# Task 1

---

## Web scraping and analysis


### Scraping data from Skytrax

Visit [https://www.airlinequality.com] you can see that there is a lot of data there. For this task, we are only interested in reviews related to British Airways and the Airline itself.

If you navigate to this link: [https://www.airlinequality.com/airline-reviews/british-airways] you will see this data. Now, we can use `Python` and `BeautifulSoup` to collect all the links to the reviews and then to collect the text data on each of the individual review links.

## Importing of libraries

In [None]:
import pandas as pd
import numpy as np

import requests
from bs4 import BeautifulSoup

import string

In [None]:
import nltk

nltk.download('punkt')
nltk.download('stopwords')
nltk.download('wordnet')
nltk.download('averaged_perceptron_tagger')
nltk.download('vader_lexicon')

from nltk.tokenize import sent_tokenize
from nltk.tokenize import word_tokenize
from nltk.probability import FreqDist
from nltk.corpus import stopwords
from nltk.stem.porter import PorterStemmer
from nltk.stem.wordnet import WordNetLemmatizer
from nltk.sentiment.vader import SentimentIntensityAnalyzer

[nltk_data] Downloading package punkt to /root/nltk_data...
[nltk_data]   Unzipping tokenizers/punkt.zip.
[nltk_data] Downloading package stopwords to /root/nltk_data...
[nltk_data]   Unzipping corpora/stopwords.zip.
[nltk_data] Downloading package wordnet to /root/nltk_data...
[nltk_data] Downloading package averaged_perceptron_tagger to
[nltk_data]     /root/nltk_data...
[nltk_data]   Unzipping taggers/averaged_perceptron_tagger.zip.
[nltk_data] Downloading package vader_lexicon to /root/nltk_data...


# ETL

## Helper functions

In [None]:
def extract_webscrape(base_url="https://www.airlinequality.com/airline-reviews/british-airways", page_size=10, pages=365):
    '''
    page_size --> pages
    10 --> 365
    20 --> 183
    50 --> 73
    100 --> 37
    '''

    header = []
    review = []

    # for i in range(1, pages + 1):
    for i in range(1, pages + 1):

        print(f"Scraping page {i}", end=" | ")

        # Create URL to collect links from paginated data
        url = f"{base_url}/page/{i}/?sortby=post_date%3ADesc&pagesize={page_size}"

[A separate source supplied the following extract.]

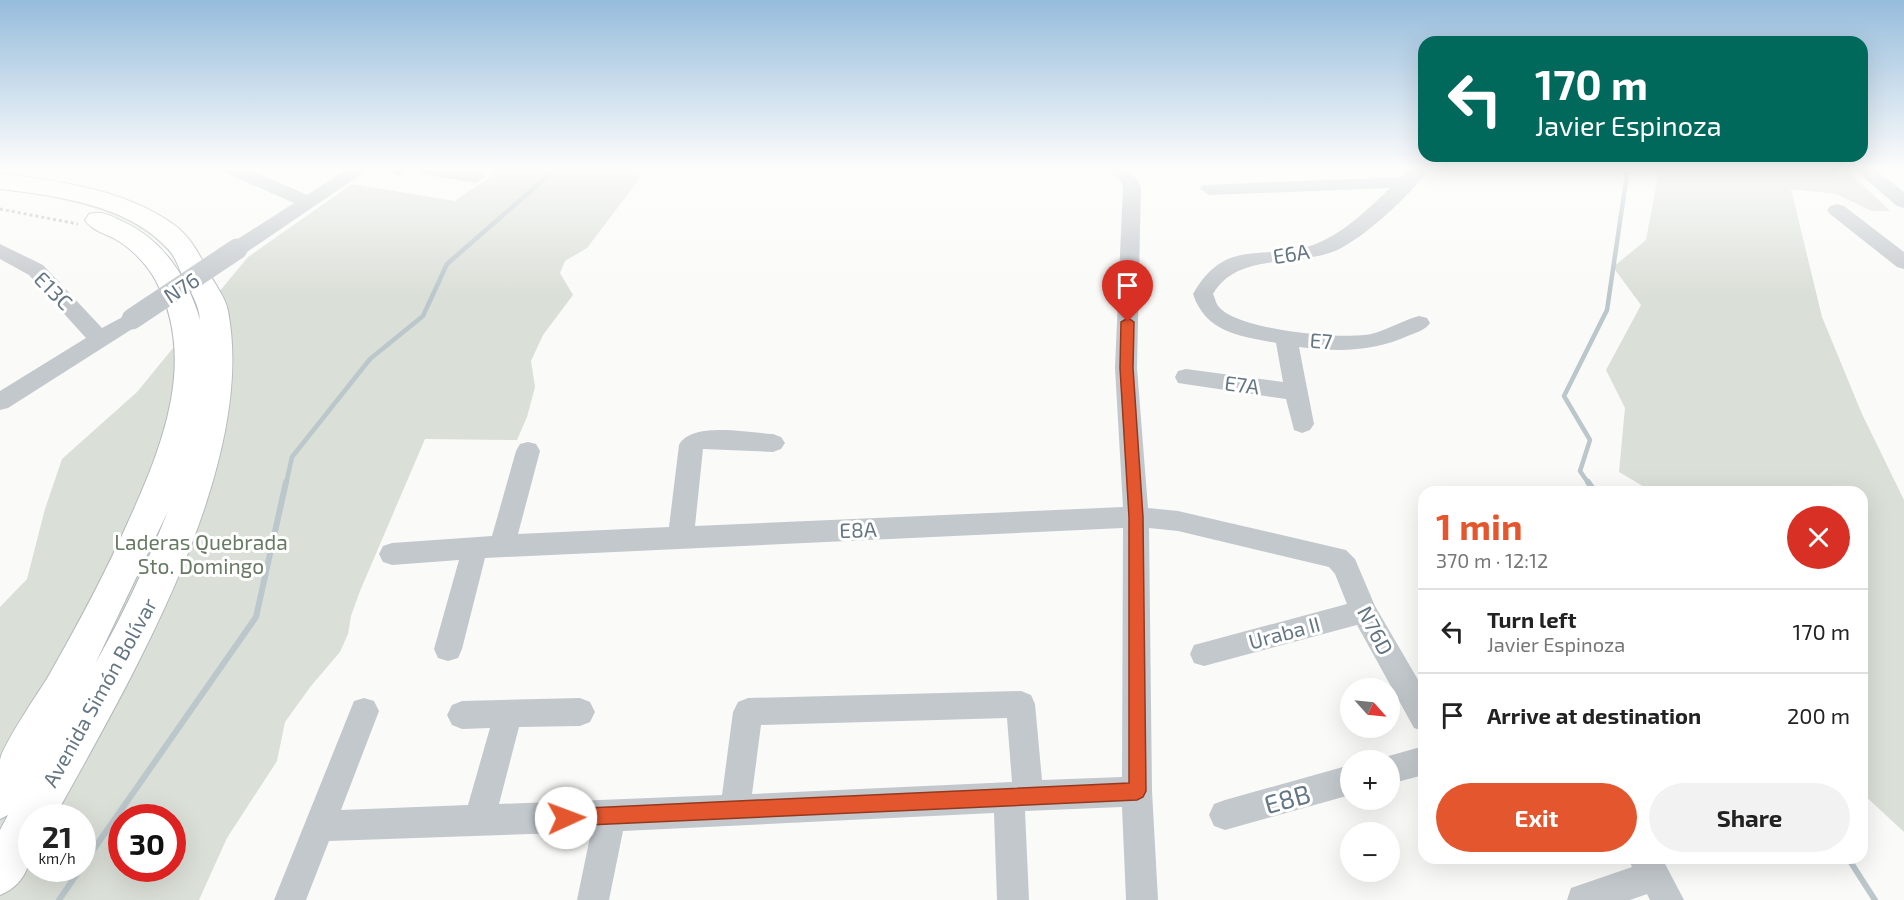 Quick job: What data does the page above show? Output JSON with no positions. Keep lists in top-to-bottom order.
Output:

        # Collect HTML data from this page
        response = requests.get(url)

        # Parse content
        content = response.content
        parsed_content = BeautifulSoup(content, 'html.parser')

        # header
        for h in parsed_content.find_all("h2", {"class": "text_header"}):
          header.append(h.get_text())

        # review
        for r in parsed_content.find_all("div", {"class": "text_content"}):
            review.append(r.get_text())

    print()
    print(f"Page size: {page_size}")
    print(f"Pages: {pages}")
    print()
    print(f"Total number of headers: {len(header)}")
    print(f"Total number of reviews: {len(review)}")

    return header, review

In [None]:
def extract_to_df(name_of_columns=['Header', 'Review'], values=()):

    data = {
        name_of_columns[0]: values[0],
        name_of_columns[1]: values[1]
    }

    df = pd.DataFrame(data)
    return df

In [None]:
def transform_remove_verification(df, column):
    df[column] = df[column].str.replace("Not Verified", "").str.replace("Trip Verified", "").str.replace("✅", "").str.replace("|", "").str.strip()
    return df

In [None]:
def transform_lower_case(df, columns):
    df[columns[0]] = df[columns[0]].str.lower()
    df[columns[1]] = df[columns[1]].str.lower()
    return df

In [None]:
def transform_remove_punctuation(df, columns):
    for punc in string.punctuation:
        df[columns[0]] = df[columns[0]].str.replace(punc, "")
        df[columns[1]] = df[columns[1]].str.replace(punc, "")
    return df

In [None]:
def transform_token_stopw(df):
    stop_words = stopwords.words('english')

    tokenized_header = []
    for header in df['Header']:
        filtered_h = []
        for h in word_tokenize(header, 'english'):
            if h not in stop_words:
                filtered_h.append(h)
        tokenized_header.append(" ".join(filtered_h))

    tokenized_review = []
    for review in df['Review']:
        filtered_r = []
        for r in word_tokenize(review, 'english'):
            if r not in stop_words:
                filtered_r.append(r)
        tokenized_review.append(" ".join(filtered_r))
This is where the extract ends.